→ EXERCISE DIRECTIONS: Leave every image out, and print the remaining lines below exactly.

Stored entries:
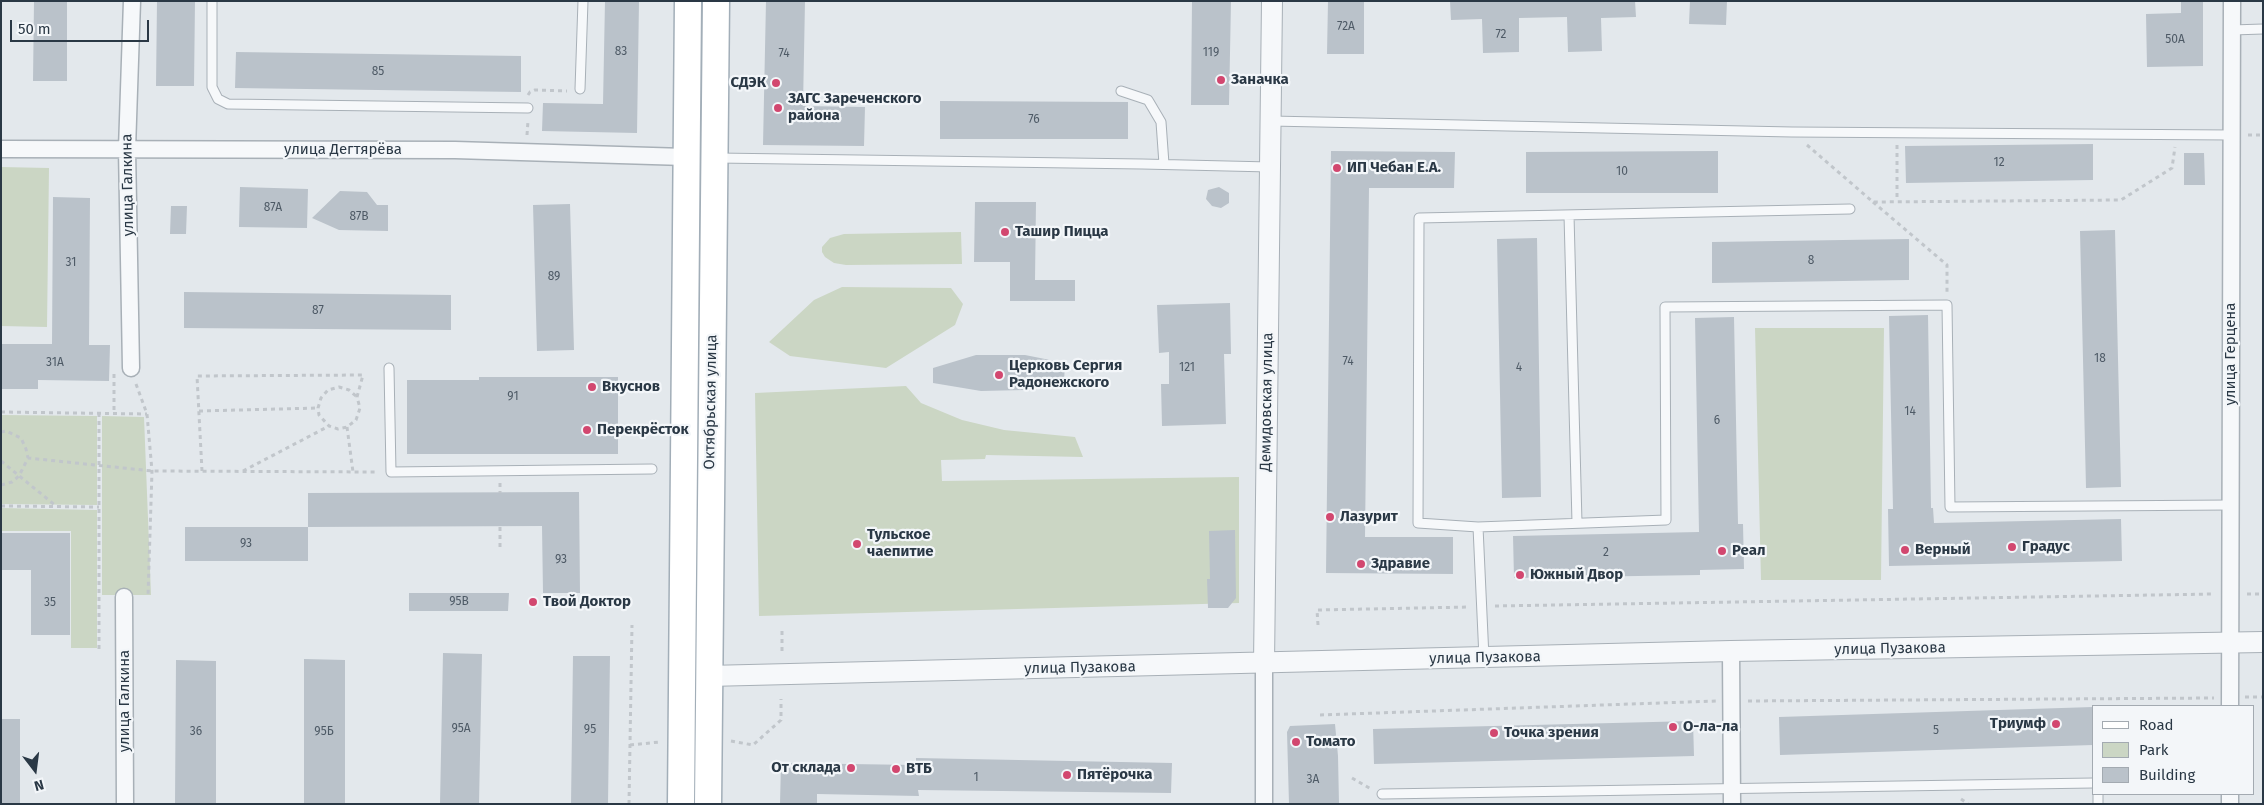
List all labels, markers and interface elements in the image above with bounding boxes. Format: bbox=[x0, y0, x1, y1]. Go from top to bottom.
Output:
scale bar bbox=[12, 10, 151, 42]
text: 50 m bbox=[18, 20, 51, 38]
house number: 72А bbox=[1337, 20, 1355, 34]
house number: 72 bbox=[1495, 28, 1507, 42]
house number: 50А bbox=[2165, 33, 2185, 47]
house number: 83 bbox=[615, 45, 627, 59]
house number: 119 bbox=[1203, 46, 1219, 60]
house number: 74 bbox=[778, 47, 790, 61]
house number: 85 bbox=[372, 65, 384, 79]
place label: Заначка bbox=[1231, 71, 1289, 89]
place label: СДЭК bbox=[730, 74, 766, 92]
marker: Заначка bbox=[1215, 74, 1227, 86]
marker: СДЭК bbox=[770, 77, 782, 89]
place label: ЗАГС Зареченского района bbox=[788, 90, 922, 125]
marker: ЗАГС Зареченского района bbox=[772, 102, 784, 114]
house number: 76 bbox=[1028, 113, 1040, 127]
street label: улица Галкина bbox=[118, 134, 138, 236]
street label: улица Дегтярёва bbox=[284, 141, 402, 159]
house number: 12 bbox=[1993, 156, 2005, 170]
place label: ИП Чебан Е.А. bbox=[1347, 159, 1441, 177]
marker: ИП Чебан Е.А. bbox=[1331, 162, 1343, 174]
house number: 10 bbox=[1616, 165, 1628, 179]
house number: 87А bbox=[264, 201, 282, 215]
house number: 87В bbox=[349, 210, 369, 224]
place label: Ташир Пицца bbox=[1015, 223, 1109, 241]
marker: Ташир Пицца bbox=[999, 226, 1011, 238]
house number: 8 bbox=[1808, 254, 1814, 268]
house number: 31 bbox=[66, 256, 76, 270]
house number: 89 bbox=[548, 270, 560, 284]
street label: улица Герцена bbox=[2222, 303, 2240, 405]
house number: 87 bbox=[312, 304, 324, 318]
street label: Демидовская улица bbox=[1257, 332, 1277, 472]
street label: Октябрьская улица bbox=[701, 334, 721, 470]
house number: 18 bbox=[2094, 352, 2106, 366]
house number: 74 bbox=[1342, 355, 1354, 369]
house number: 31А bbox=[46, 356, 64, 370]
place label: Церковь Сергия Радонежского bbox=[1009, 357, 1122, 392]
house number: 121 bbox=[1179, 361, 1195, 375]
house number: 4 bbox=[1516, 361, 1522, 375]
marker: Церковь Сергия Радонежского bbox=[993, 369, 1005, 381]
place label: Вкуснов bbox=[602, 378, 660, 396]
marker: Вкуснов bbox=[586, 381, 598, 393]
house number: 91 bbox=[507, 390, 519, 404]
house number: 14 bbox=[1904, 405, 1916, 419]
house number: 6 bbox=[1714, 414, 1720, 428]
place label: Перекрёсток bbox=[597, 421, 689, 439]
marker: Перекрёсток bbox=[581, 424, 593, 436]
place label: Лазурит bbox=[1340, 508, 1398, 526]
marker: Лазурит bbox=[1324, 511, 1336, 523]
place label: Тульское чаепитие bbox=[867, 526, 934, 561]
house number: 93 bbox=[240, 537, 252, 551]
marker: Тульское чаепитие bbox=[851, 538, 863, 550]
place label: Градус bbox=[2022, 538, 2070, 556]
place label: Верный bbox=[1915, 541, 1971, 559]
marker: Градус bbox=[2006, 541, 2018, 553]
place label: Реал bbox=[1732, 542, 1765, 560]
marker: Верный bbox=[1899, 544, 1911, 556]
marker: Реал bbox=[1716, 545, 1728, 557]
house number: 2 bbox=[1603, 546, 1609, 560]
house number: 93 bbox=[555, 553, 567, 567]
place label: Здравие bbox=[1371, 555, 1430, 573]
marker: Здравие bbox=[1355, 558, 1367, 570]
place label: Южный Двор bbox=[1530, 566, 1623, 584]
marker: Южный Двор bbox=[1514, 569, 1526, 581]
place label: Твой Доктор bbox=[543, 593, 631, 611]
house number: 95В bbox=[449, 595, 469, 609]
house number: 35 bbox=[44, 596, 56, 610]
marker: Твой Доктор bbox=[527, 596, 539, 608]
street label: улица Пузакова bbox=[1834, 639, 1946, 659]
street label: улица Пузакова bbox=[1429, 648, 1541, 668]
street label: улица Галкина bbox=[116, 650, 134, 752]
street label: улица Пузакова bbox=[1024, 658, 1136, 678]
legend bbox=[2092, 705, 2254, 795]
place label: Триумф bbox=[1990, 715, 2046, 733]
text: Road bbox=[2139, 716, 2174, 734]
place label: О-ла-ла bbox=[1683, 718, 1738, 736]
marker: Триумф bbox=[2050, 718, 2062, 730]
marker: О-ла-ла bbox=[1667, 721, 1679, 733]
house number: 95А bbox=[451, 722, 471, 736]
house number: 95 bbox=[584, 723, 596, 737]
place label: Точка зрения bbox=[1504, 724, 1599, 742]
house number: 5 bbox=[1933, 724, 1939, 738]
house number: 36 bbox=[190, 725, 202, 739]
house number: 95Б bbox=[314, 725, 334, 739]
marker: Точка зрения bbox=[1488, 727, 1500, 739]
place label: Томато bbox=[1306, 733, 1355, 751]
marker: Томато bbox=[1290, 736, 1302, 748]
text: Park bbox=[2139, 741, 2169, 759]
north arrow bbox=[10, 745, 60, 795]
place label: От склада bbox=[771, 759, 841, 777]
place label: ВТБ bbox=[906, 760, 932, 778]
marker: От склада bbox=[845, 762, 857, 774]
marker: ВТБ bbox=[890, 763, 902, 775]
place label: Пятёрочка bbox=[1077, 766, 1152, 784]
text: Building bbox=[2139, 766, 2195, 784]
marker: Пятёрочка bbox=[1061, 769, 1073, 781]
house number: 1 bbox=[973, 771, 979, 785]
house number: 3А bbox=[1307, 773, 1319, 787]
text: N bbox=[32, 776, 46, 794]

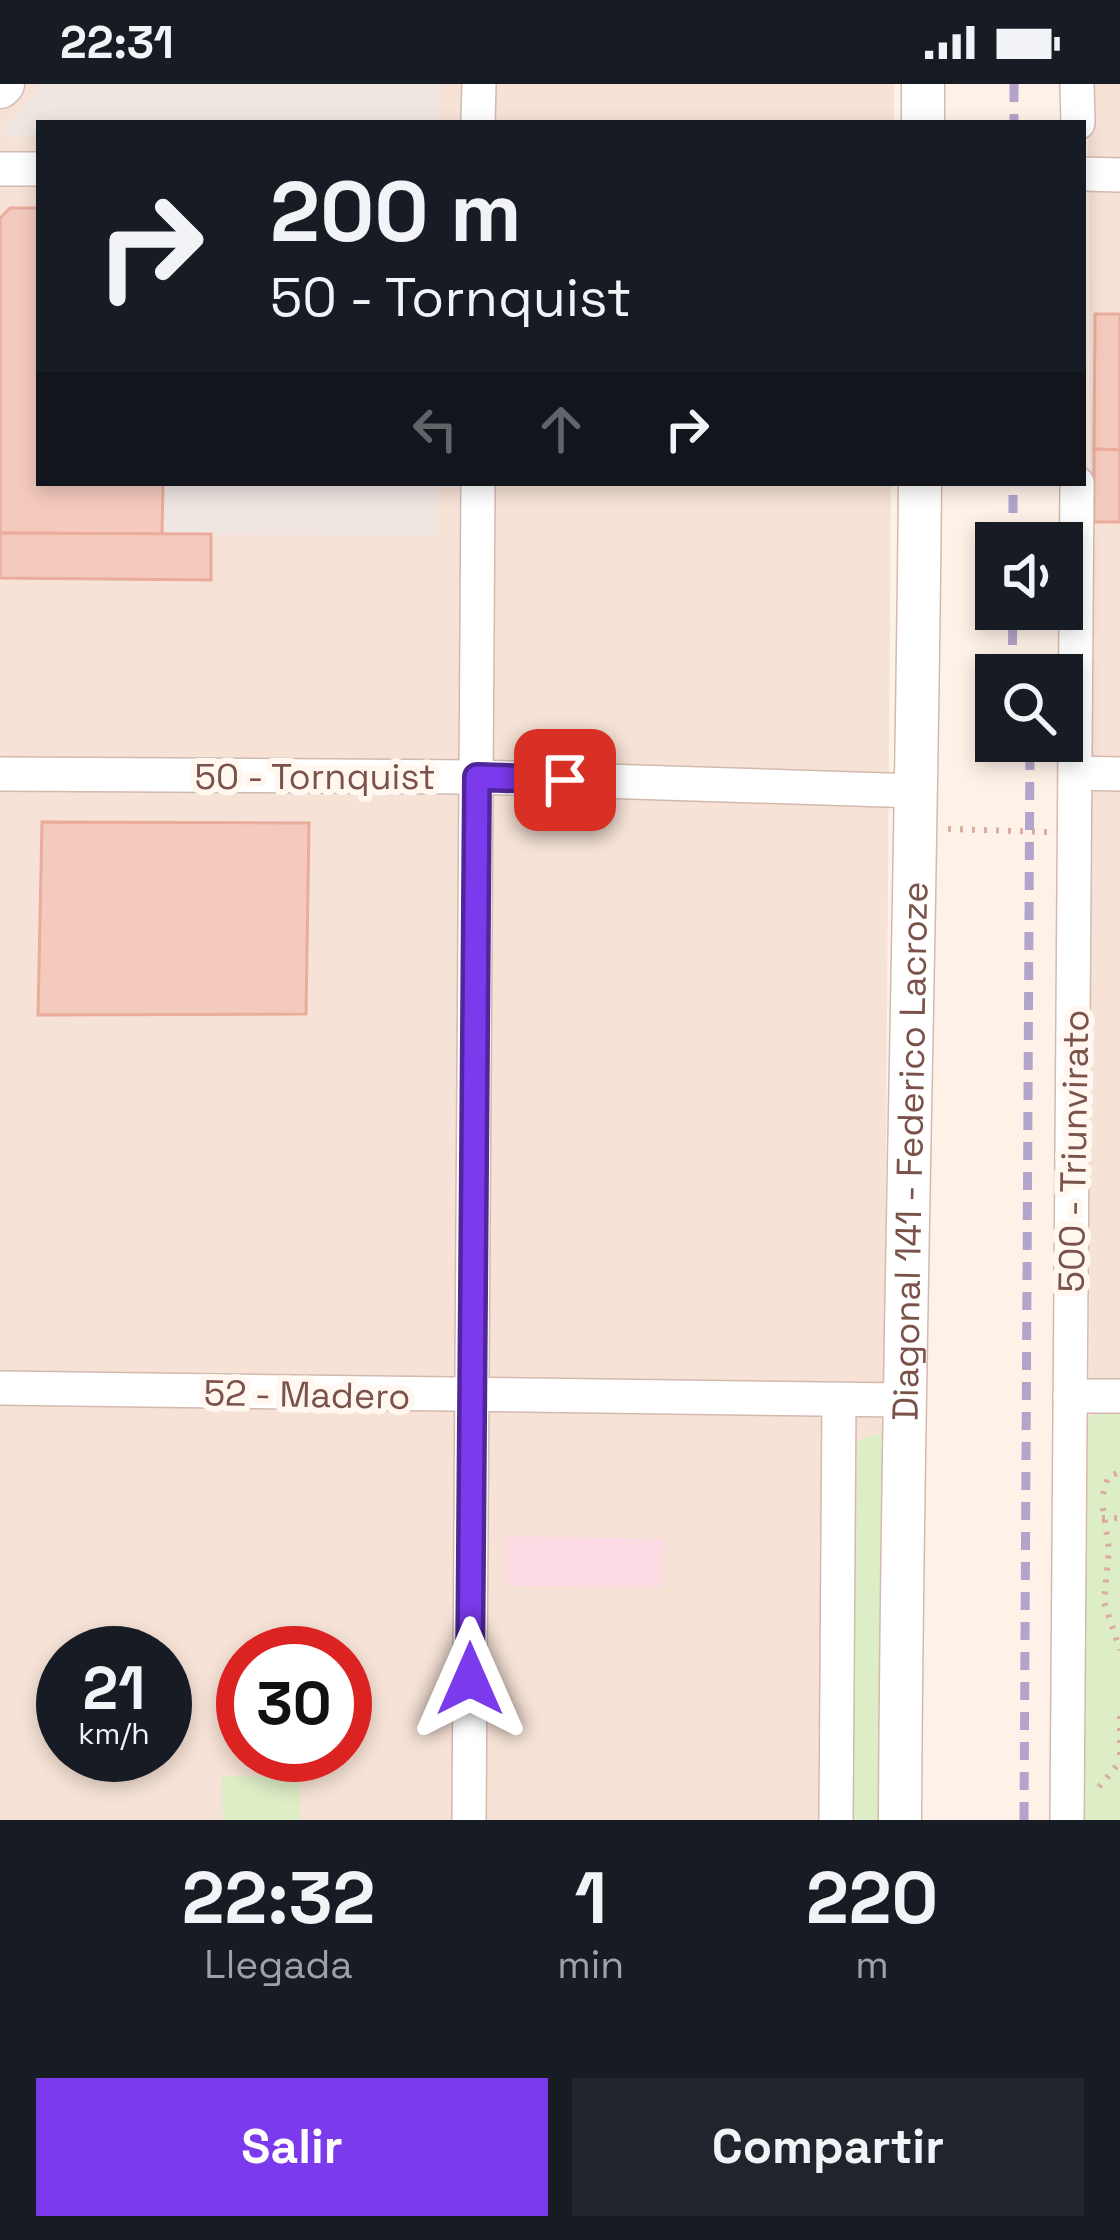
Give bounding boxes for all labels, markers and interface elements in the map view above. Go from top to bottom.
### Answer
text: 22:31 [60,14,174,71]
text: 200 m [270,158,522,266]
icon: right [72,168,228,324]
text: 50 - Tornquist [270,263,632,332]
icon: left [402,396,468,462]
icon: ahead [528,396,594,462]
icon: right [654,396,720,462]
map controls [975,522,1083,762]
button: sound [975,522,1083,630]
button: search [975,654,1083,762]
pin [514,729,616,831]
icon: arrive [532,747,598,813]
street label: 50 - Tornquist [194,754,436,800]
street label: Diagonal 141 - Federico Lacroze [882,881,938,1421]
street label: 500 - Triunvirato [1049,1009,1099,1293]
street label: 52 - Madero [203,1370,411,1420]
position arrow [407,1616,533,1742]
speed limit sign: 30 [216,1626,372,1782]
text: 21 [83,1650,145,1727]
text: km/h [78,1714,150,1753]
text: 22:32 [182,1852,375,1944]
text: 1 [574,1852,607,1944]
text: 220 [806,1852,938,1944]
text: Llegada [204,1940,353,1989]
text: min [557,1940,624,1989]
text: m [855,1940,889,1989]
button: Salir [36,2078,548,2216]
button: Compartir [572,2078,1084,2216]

→ RESULT OF THE EXERCISE:
List all labels, markers and interface elements in the image above with bounding boxes. Format: bbox=[x0, y0, x1, y1]. Go from top to bottom.
Output:
scale bar bbox=[12, 10, 151, 42]
text: 50 m bbox=[18, 20, 51, 38]
house number: 72А bbox=[1337, 20, 1355, 34]
house number: 72 bbox=[1495, 28, 1507, 42]
house number: 50А bbox=[2165, 33, 2185, 47]
house number: 83 bbox=[615, 45, 627, 59]
house number: 119 bbox=[1203, 46, 1219, 60]
house number: 74 bbox=[778, 47, 790, 61]
house number: 85 bbox=[372, 65, 384, 79]
place label: Заначка bbox=[1231, 71, 1289, 89]
place label: СДЭК bbox=[730, 74, 766, 92]
marker: Заначка bbox=[1215, 74, 1227, 86]
marker: СДЭК bbox=[770, 77, 782, 89]
place label: ЗАГС Зареченского района bbox=[788, 90, 922, 125]
marker: ЗАГС Зареченского района bbox=[772, 102, 784, 114]
house number: 76 bbox=[1028, 113, 1040, 127]
street label: улица Галкина bbox=[118, 134, 138, 236]
street label: улица Дегтярёва bbox=[284, 141, 402, 159]
house number: 12 bbox=[1993, 156, 2005, 170]
place label: ИП Чебан Е.А. bbox=[1347, 159, 1441, 177]
marker: ИП Чебан Е.А. bbox=[1331, 162, 1343, 174]
house number: 10 bbox=[1616, 165, 1628, 179]
house number: 87А bbox=[264, 201, 282, 215]
house number: 87В bbox=[349, 210, 369, 224]
place label: Ташир Пицца bbox=[1015, 223, 1109, 241]
marker: Ташир Пицца bbox=[999, 226, 1011, 238]
house number: 8 bbox=[1808, 254, 1814, 268]
house number: 31 bbox=[66, 256, 76, 270]
house number: 89 bbox=[548, 270, 560, 284]
street label: улица Герцена bbox=[2222, 303, 2240, 405]
house number: 87 bbox=[312, 304, 324, 318]
street label: Демидовская улица bbox=[1257, 332, 1277, 472]
street label: Октябрьская улица bbox=[701, 334, 721, 470]
house number: 18 bbox=[2094, 352, 2106, 366]
house number: 74 bbox=[1342, 355, 1354, 369]
house number: 31А bbox=[46, 356, 64, 370]
place label: Церковь Сергия Радонежского bbox=[1009, 357, 1122, 392]
house number: 121 bbox=[1179, 361, 1195, 375]
house number: 4 bbox=[1516, 361, 1522, 375]
marker: Церковь Сергия Радонежского bbox=[993, 369, 1005, 381]
place label: Вкуснов bbox=[602, 378, 660, 396]
marker: Вкуснов bbox=[586, 381, 598, 393]
house number: 91 bbox=[507, 390, 519, 404]
house number: 14 bbox=[1904, 405, 1916, 419]
house number: 6 bbox=[1714, 414, 1720, 428]
place label: Перекрёсток bbox=[597, 421, 689, 439]
marker: Перекрёсток bbox=[581, 424, 593, 436]
place label: Лазурит bbox=[1340, 508, 1398, 526]
marker: Лазурит bbox=[1324, 511, 1336, 523]
place label: Тульское чаепитие bbox=[867, 526, 934, 561]
house number: 93 bbox=[240, 537, 252, 551]
marker: Тульское чаепитие bbox=[851, 538, 863, 550]
place label: Градус bbox=[2022, 538, 2070, 556]
place label: Верный bbox=[1915, 541, 1971, 559]
marker: Градус bbox=[2006, 541, 2018, 553]
place label: Реал bbox=[1732, 542, 1765, 560]
marker: Верный bbox=[1899, 544, 1911, 556]
marker: Реал bbox=[1716, 545, 1728, 557]
house number: 2 bbox=[1603, 546, 1609, 560]
house number: 93 bbox=[555, 553, 567, 567]
place label: Здравие bbox=[1371, 555, 1430, 573]
marker: Здравие bbox=[1355, 558, 1367, 570]
place label: Южный Двор bbox=[1530, 566, 1623, 584]
marker: Южный Двор bbox=[1514, 569, 1526, 581]
place label: Твой Доктор bbox=[543, 593, 631, 611]
house number: 95В bbox=[449, 595, 469, 609]
house number: 35 bbox=[44, 596, 56, 610]
marker: Твой Доктор bbox=[527, 596, 539, 608]
street label: улица Пузакова bbox=[1834, 639, 1946, 659]
street label: улица Пузакова bbox=[1429, 648, 1541, 668]
street label: улица Галкина bbox=[116, 650, 134, 752]
street label: улица Пузакова bbox=[1024, 658, 1136, 678]
legend bbox=[2092, 705, 2254, 795]
place label: Триумф bbox=[1990, 715, 2046, 733]
text: Road bbox=[2139, 716, 2174, 734]
place label: О-ла-ла bbox=[1683, 718, 1738, 736]
marker: Триумф bbox=[2050, 718, 2062, 730]
marker: О-ла-ла bbox=[1667, 721, 1679, 733]
house number: 95А bbox=[451, 722, 471, 736]
house number: 95 bbox=[584, 723, 596, 737]
place label: Точка зрения bbox=[1504, 724, 1599, 742]
house number: 5 bbox=[1933, 724, 1939, 738]
house number: 36 bbox=[190, 725, 202, 739]
house number: 95Б bbox=[314, 725, 334, 739]
marker: Точка зрения bbox=[1488, 727, 1500, 739]
place label: Томато bbox=[1306, 733, 1355, 751]
marker: Томато bbox=[1290, 736, 1302, 748]
text: Park bbox=[2139, 741, 2169, 759]
north arrow bbox=[10, 745, 60, 795]
place label: От склада bbox=[771, 759, 841, 777]
place label: ВТБ bbox=[906, 760, 932, 778]
marker: От склада bbox=[845, 762, 857, 774]
marker: ВТБ bbox=[890, 763, 902, 775]
place label: Пятёрочка bbox=[1077, 766, 1152, 784]
text: Building bbox=[2139, 766, 2195, 784]
marker: Пятёрочка bbox=[1061, 769, 1073, 781]
house number: 1 bbox=[973, 771, 979, 785]
house number: 3А bbox=[1307, 773, 1319, 787]
text: N bbox=[32, 776, 46, 794]

Give bounding boxes for all labels, markers and interface elements in the map view above. Go from top to bottom.
### Answer
text: 22:31 [60,14,174,71]
text: 200 m [270,158,522,266]
icon: right [72,168,228,324]
text: 50 - Tornquist [270,263,632,332]
icon: left [402,396,468,462]
icon: ahead [528,396,594,462]
icon: right [654,396,720,462]
map controls [975,522,1083,762]
button: sound [975,522,1083,630]
button: search [975,654,1083,762]
pin [514,729,616,831]
icon: arrive [532,747,598,813]
street label: 50 - Tornquist [194,754,436,800]
street label: Diagonal 141 - Federico Lacroze [882,881,938,1421]
street label: 500 - Triunvirato [1049,1009,1099,1293]
street label: 52 - Madero [203,1370,411,1420]
position arrow [407,1616,533,1742]
speed limit sign: 30 [216,1626,372,1782]
text: 21 [83,1650,145,1727]
text: km/h [78,1714,150,1753]
text: 22:32 [182,1852,375,1944]
text: 1 [574,1852,607,1944]
text: 220 [806,1852,938,1944]
text: Llegada [204,1940,353,1989]
text: min [557,1940,624,1989]
text: m [855,1940,889,1989]
button: Salir [36,2078,548,2216]
button: Compartir [572,2078,1084,2216]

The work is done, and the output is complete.